● Exercise requirements:
The reply should hold only the lines from the one with "For a GIS import: Build" through the end of the data, each given exactly.
*** Input data ***
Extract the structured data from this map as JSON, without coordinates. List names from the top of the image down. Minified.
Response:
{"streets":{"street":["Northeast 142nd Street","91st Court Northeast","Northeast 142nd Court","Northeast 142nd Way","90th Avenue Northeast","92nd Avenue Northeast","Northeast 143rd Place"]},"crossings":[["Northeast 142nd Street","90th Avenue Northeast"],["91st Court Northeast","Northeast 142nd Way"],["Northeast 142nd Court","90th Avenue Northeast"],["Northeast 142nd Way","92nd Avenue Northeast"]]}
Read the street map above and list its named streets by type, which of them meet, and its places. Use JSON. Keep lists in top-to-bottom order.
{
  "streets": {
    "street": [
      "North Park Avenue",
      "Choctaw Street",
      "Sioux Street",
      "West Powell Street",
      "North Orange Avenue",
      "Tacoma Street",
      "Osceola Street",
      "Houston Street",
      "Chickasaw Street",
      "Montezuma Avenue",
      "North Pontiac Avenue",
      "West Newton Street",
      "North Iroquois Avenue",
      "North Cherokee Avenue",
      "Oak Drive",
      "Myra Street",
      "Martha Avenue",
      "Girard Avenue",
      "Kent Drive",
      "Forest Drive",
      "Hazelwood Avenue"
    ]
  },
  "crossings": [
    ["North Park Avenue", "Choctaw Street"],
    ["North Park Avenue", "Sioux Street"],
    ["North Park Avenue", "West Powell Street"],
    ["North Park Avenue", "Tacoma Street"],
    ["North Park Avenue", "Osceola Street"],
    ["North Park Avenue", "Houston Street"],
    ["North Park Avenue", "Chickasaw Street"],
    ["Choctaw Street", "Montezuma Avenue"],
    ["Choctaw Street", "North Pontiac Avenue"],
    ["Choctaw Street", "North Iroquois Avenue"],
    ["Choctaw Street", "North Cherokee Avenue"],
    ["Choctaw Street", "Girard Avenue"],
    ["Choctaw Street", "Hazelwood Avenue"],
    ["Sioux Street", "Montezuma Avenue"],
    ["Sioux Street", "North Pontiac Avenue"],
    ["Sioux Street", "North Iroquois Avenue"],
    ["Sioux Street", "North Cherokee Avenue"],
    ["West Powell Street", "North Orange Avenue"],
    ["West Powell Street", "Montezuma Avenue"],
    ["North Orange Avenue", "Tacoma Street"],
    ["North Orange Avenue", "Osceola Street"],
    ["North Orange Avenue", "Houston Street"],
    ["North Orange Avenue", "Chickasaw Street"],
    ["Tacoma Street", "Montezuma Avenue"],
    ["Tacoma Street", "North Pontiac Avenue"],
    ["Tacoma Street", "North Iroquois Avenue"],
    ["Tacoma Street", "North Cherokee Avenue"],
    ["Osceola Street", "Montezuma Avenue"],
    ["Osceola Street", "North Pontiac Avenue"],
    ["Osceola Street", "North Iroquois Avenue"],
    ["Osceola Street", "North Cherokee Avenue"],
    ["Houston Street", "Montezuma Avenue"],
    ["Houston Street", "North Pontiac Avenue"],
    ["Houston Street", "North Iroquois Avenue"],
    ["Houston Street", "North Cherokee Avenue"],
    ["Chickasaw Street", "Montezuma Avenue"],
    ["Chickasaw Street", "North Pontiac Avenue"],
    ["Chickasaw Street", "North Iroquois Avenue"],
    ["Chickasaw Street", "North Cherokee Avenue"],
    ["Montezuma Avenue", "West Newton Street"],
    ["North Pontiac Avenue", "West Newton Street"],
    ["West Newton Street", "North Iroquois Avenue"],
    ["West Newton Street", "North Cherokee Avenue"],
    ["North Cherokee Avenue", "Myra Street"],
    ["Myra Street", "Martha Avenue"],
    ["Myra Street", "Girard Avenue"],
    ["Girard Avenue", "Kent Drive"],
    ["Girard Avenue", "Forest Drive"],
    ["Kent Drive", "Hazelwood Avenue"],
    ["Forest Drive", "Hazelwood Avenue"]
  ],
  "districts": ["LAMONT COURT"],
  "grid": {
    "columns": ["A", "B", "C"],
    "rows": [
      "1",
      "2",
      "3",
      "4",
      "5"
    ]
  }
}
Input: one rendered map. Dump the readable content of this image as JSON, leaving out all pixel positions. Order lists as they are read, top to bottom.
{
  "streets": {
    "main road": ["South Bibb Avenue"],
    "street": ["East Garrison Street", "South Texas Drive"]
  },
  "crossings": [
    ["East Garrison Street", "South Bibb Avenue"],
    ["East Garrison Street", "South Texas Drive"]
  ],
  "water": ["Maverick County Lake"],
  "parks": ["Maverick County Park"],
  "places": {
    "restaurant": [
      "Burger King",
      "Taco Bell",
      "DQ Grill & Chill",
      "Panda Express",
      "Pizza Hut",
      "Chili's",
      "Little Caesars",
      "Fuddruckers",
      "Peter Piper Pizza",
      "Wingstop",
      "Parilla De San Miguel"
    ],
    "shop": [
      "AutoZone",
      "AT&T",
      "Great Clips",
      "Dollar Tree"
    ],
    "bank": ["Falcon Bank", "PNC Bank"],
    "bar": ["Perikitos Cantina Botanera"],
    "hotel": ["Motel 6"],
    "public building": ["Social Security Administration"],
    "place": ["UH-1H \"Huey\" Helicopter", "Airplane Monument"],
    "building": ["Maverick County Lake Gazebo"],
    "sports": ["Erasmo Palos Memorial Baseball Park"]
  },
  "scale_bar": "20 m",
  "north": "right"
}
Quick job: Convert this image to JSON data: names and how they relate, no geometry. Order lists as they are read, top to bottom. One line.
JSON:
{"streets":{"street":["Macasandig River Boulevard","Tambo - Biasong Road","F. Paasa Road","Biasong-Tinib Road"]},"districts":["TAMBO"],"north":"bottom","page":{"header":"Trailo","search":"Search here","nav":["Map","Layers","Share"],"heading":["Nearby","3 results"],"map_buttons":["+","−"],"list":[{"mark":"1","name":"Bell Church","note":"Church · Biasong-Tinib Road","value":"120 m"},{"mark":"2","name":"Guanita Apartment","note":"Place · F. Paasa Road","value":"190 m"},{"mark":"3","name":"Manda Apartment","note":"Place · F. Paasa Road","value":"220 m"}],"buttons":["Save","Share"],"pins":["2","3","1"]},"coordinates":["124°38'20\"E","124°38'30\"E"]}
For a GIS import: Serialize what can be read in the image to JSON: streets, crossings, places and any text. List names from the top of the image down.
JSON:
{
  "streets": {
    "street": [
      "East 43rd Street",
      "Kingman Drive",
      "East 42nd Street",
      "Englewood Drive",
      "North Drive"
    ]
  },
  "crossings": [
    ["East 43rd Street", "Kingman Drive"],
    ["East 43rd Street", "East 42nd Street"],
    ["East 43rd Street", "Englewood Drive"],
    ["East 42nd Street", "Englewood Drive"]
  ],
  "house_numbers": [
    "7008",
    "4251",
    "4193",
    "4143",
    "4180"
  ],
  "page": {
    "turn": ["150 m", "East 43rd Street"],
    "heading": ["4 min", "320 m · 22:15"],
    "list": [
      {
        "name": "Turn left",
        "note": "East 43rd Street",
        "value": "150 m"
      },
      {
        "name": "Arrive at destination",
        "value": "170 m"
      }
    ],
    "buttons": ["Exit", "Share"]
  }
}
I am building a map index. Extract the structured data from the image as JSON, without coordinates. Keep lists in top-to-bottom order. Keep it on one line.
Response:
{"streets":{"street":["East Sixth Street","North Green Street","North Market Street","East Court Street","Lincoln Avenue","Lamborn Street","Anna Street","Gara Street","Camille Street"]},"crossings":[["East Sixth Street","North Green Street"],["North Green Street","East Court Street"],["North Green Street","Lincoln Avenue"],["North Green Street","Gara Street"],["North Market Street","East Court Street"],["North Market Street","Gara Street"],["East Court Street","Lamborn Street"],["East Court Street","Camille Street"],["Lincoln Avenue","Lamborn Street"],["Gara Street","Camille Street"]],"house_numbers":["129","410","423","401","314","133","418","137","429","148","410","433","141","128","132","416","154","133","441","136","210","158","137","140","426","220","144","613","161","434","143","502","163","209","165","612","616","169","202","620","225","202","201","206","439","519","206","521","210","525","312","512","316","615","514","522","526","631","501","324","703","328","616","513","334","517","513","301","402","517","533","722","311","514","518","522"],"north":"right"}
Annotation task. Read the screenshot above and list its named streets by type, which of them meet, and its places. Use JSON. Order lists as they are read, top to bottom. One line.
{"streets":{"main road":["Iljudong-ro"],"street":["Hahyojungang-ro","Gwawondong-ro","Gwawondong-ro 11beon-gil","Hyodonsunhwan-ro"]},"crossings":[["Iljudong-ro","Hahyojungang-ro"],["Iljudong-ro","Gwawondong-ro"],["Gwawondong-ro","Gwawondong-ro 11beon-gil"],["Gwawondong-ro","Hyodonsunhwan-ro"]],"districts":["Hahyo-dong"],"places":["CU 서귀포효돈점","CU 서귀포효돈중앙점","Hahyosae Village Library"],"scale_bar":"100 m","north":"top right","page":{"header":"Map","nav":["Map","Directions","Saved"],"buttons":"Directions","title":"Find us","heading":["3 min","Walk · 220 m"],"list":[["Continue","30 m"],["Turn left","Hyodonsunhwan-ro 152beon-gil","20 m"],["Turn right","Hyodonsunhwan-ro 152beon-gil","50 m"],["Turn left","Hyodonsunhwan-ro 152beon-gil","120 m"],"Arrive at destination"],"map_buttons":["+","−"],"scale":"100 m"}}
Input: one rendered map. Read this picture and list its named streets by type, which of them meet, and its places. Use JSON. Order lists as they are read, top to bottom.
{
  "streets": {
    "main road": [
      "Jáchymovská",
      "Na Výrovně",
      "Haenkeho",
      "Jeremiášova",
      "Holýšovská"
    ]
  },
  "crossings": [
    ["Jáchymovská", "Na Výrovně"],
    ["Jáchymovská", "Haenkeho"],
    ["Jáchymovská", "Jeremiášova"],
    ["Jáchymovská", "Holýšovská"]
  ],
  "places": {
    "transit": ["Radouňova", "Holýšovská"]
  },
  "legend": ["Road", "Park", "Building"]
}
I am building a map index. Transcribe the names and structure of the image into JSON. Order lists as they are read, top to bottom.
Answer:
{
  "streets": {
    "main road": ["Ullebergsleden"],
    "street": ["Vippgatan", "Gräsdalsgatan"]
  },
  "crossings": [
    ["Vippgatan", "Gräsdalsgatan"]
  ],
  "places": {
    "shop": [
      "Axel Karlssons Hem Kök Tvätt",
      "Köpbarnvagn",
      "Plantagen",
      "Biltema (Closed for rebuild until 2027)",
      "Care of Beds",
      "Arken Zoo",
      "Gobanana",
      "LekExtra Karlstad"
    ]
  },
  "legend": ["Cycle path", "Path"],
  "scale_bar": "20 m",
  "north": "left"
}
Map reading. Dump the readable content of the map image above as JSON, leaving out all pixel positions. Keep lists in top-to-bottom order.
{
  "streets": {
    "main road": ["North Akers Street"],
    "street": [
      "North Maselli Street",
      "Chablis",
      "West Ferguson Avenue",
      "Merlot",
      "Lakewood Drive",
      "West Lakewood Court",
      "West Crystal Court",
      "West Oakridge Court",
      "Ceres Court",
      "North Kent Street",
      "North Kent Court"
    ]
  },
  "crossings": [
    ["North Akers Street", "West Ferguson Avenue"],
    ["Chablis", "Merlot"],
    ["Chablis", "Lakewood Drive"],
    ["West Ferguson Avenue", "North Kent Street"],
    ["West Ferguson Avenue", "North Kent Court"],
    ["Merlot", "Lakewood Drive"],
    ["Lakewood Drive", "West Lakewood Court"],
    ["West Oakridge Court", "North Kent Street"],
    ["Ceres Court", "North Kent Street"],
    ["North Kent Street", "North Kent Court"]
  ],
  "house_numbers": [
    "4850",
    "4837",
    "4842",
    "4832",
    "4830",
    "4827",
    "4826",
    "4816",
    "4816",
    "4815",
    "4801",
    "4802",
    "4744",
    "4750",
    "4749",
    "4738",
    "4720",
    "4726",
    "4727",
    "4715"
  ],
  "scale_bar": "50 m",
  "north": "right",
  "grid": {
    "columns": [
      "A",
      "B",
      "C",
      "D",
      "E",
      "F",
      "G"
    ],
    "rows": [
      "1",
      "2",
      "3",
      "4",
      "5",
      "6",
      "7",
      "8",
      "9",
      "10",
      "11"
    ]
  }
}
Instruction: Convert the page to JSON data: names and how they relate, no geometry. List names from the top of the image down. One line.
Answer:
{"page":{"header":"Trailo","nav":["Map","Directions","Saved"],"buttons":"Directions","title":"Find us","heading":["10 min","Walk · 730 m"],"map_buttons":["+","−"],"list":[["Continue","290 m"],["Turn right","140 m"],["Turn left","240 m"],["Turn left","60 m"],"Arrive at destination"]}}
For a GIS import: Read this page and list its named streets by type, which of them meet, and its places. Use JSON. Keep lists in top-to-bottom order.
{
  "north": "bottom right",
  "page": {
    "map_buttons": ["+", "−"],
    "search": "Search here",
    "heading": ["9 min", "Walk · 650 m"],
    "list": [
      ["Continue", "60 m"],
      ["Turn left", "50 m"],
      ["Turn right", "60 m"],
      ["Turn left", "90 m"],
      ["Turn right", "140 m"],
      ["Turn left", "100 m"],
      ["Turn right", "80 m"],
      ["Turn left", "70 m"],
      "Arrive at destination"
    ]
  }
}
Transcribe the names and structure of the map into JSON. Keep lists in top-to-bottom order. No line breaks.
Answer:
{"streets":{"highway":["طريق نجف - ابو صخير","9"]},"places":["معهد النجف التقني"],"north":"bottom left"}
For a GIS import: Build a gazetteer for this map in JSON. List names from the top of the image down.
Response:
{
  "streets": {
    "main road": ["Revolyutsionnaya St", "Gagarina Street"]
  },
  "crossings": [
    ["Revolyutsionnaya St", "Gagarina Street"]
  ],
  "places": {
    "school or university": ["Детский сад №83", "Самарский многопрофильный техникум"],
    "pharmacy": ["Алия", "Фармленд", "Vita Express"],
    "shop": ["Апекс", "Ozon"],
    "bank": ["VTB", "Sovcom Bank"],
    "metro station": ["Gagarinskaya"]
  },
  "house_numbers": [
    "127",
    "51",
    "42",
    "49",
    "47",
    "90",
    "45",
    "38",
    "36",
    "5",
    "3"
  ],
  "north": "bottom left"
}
*** End of Input data ***
● Exercise solution:
For a GIS import: Build a gazetteer for this map in JSON. List names from the top of the image down.
Response:
{
  "streets": {
    "main road": ["Revolyutsionnaya St", "Gagarina Street"]
  },
  "crossings": [
    ["Revolyutsionnaya St", "Gagarina Street"]
  ],
  "places": {
    "school or university": ["Детский сад №83", "Самарский многопрофильный техникум"],
    "pharmacy": ["Алия", "Фармленд", "Vita Express"],
    "shop": ["Апекс", "Ozon"],
    "bank": ["VTB", "Sovcom Bank"],
    "metro station": ["Gagarinskaya"]
  },
  "house_numbers": [
    "127",
    "51",
    "42",
    "49",
    "47",
    "90",
    "45",
    "38",
    "36",
    "5",
    "3"
  ],
  "north": "bottom left"
}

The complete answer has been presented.